Making It Through the Trial

Sure, this knowledge provides a ray of hope to people who are experiencing one of life’s low moments, but it can’t actually help you get out of it. It’s tough to get yourself out of a funk by reasoning your way out of it.

Your thinking may tell you that the dark period will pass, but it seems as if it would never end. And that’s where a lot of the suffering comes from when you’re going through a tough time: you’re looking down the road and wondering how you’re going to make it. You stare all the way to the horizon, and the route ahead seems to be so lengthy and intimidating that you feel like collapsing under the weight of that enormous load.

How do you deal with these situations?

Take a leaf out of the book of Alcoholics Anonymous.
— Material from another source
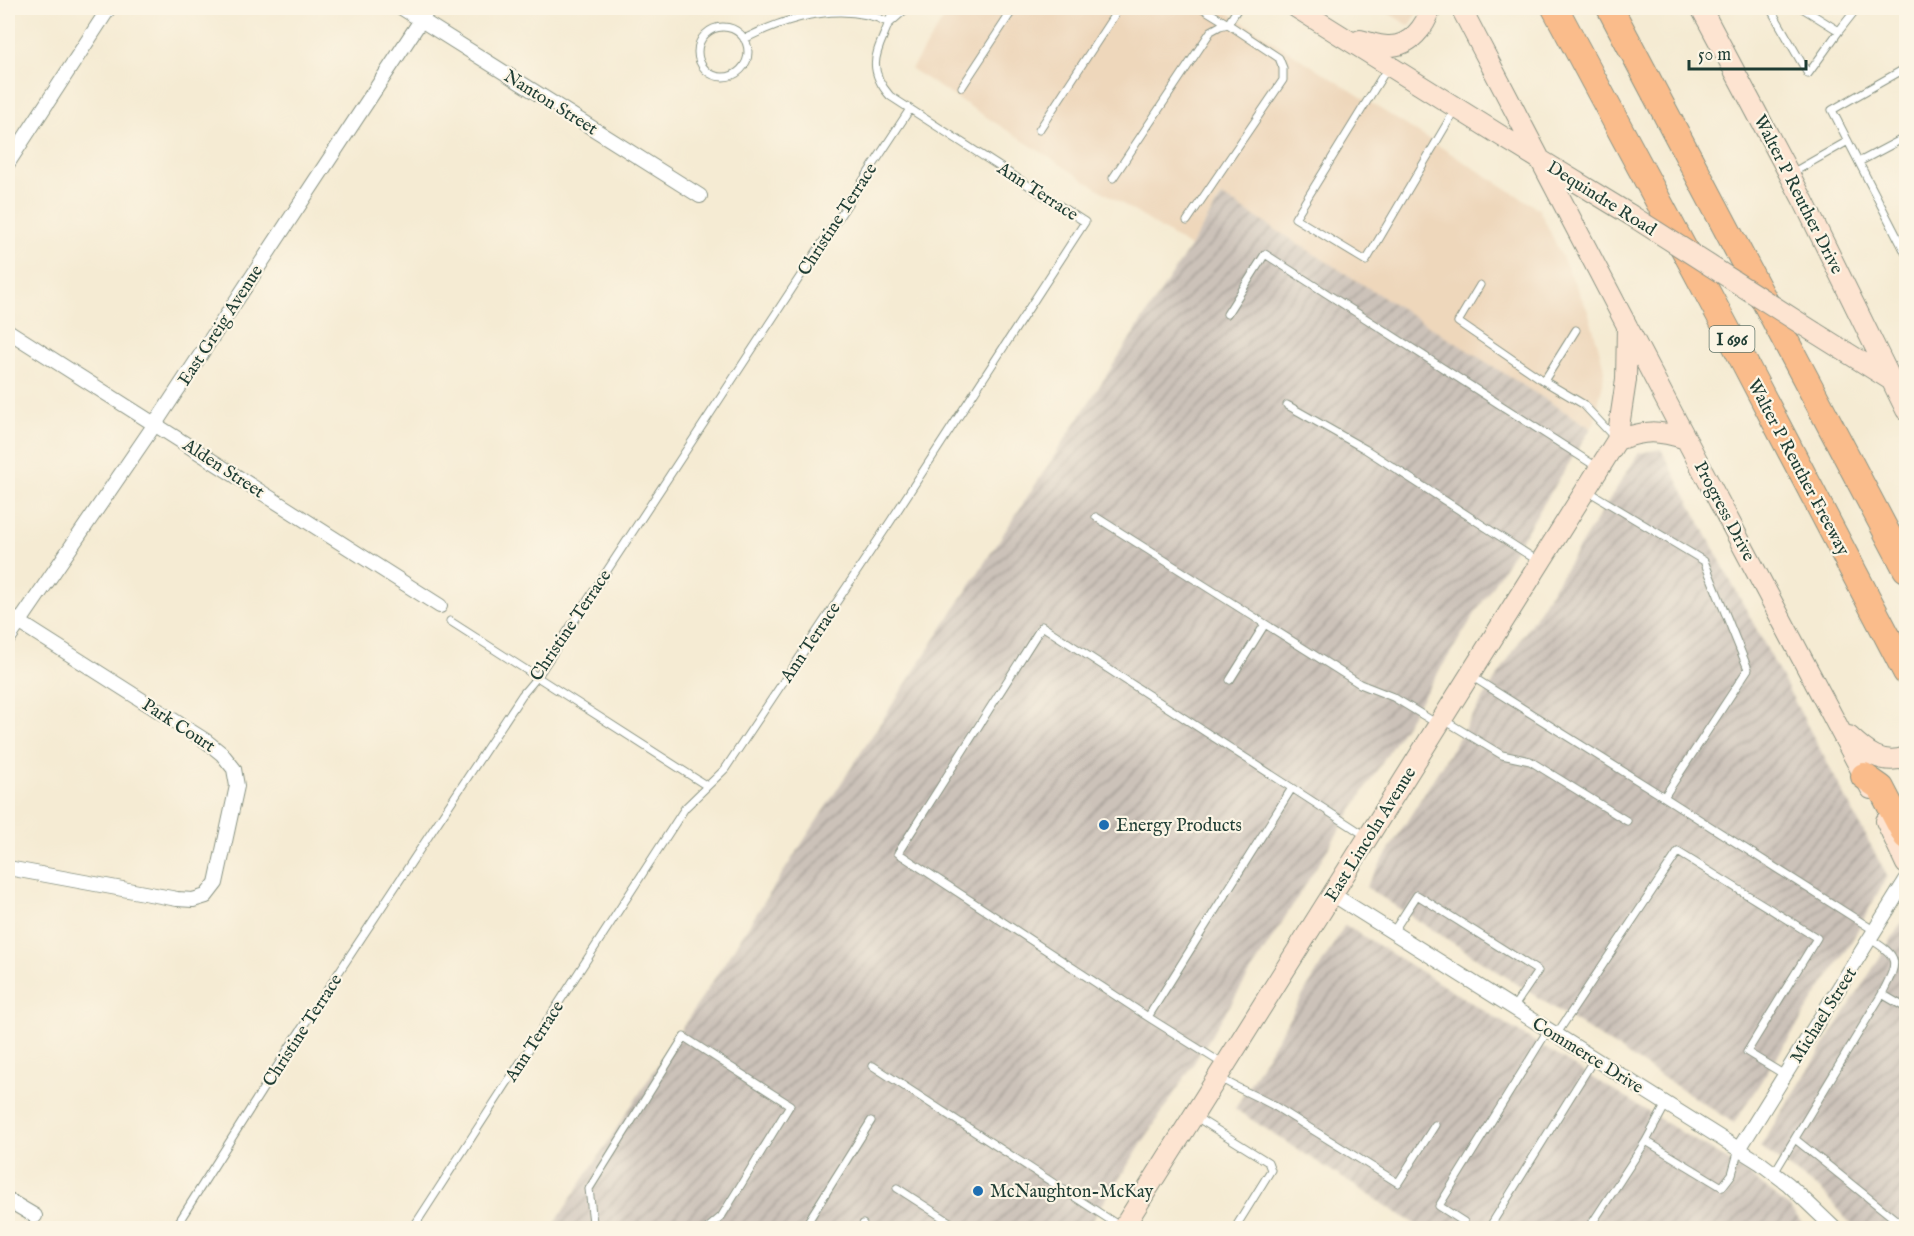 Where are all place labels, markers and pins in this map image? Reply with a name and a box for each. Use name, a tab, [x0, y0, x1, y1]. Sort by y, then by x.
place label: Energy Products	[1116, 815, 1242, 838]
marker: Energy Products	[1097, 818, 1111, 832]
place label: McNaughton-McKay	[990, 1181, 1154, 1204]
marker: McNaughton-McKay	[971, 1184, 985, 1198]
Staying clean isn’t easy–if alcoholics imagined not taking another drink for the next 50 years, they’d quickly get overwhelmed and decide it wasn’t worth the effort. As a result, they approach things “one day at a time.” Keeping clean for decades seems to be unattainable; nevertheless, staying sober for 24 hours appears to be fairly achievable.

Don Gately, a character in David Foster Wallace’s novel Infinite Jest, deals with the arduous task of detox in this way. Only he reduces the time he has to live to “the interval between two heartbearts,” which is even less than a day.

 

“Any one second: he remembered: he couldn’t bear the prospect of feeling how he’d be feeling this second for the next 60 seconds.” He couldn’t f—-ing cope with it. To seize it, he had to construct a wall around each second. The first two weeks are compressed into a fraction of a second in his mind: the time between two heartbeats. Between each cramp, take a breath and stop for a second. A never-ending Now, its gull-wings reaching out on either side of his pulse. And he’d never felt so intensely alive before or since. Between pulses, I’m living in the present.”
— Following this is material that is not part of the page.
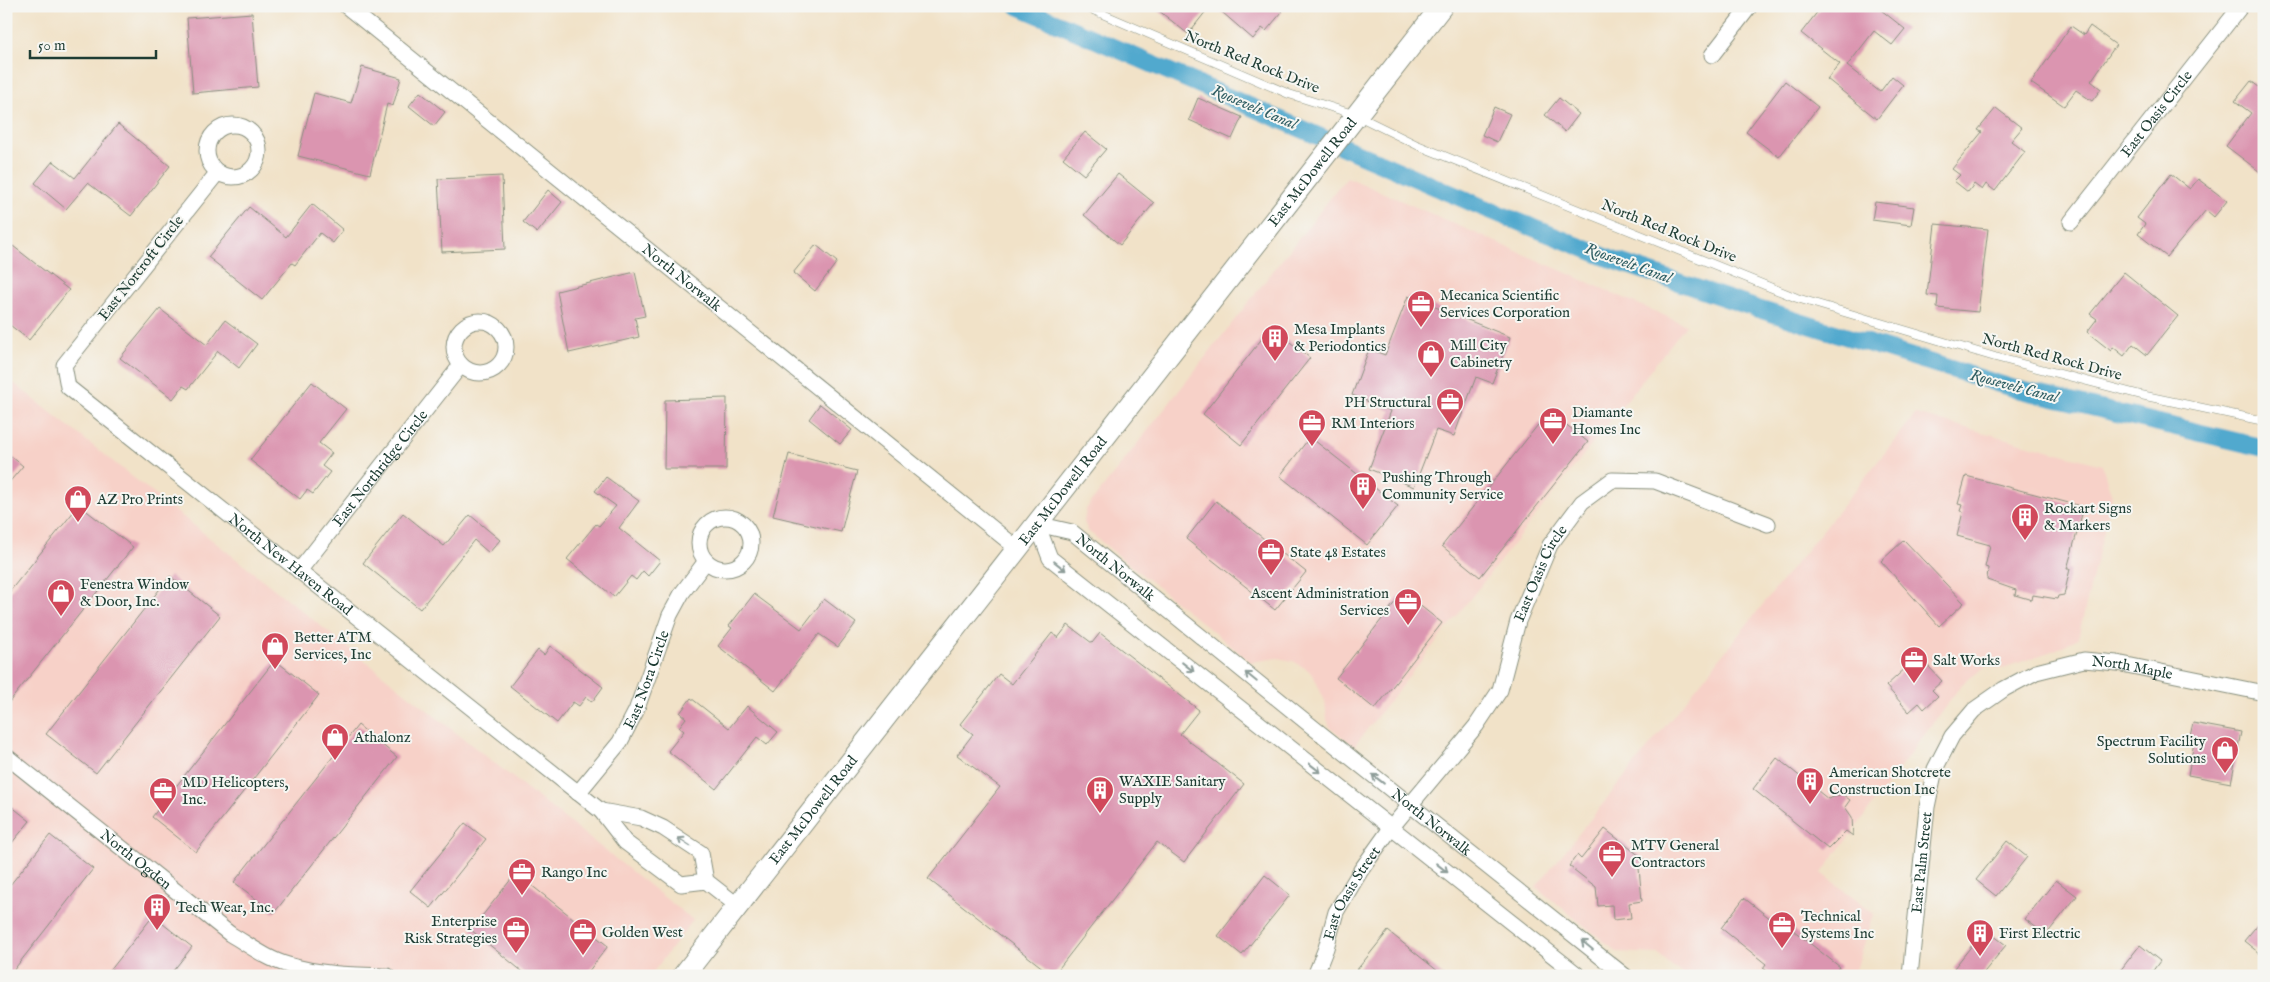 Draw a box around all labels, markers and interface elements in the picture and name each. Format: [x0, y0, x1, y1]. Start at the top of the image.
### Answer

Gately is wounded in the shoulder later in the novel, and in order to avoid relapse, he refuses to take narcotic medicines. He decides to cope with the agony in the same manner he dealt with it throughout his detox–by living completely in the tiniest of temporal spaces:

“He could do dextral pain in the same manner he could do dextral pain: abide.” It wasn’t even close to becoming unbearable at times. Here’s a second: he made it through it. The notion of all the instants lined up and extending ahead, sparkling, was unfathomable… It’s too much to consider. To remain there… He could simply burrow down and dwell in the gap between each beating, turning each heartbeat into a wall. “Don’t glance over his shoulder.”

It’s difficult to muster the courage to live for a microsecond, but whatever the smallest period of time you can construct a wall around, live in that area. Don’t ponder about the future when looking over the wall. Simply get through the day. Then wake up the following morning and do it all over again. If you stay in that spot long enough, the seasons will change all around you. Winter will ultimately give way to spring if you simply keep placing one foot in front of the other.

Valleys and peaks

I simply wanted to leave you with a visual recollection of a buddy who once showed me the “this, too, shall pass” philosophy. When I’m having a bad day, I think about it a lot. Make a fist with your hand and examine your knuckles. There are peaks and valleys to be seen. Peaks and valleys, peaks and valleys, peaks and valleys, peaks and valleys, peaks and valleys, peaks and valleys, peaks and valleys, peaks and You may be in a valley right now, but you’ll soon be on top of a mountain. Simply keep sticking up your dukes and fighting the good fight every day.

 

 

“This too shall pass gandalf” is a phrase that has been used for centuries. It means that things will get better even if it seems like everything is going wrong. Reference: this too shall pass gandalf.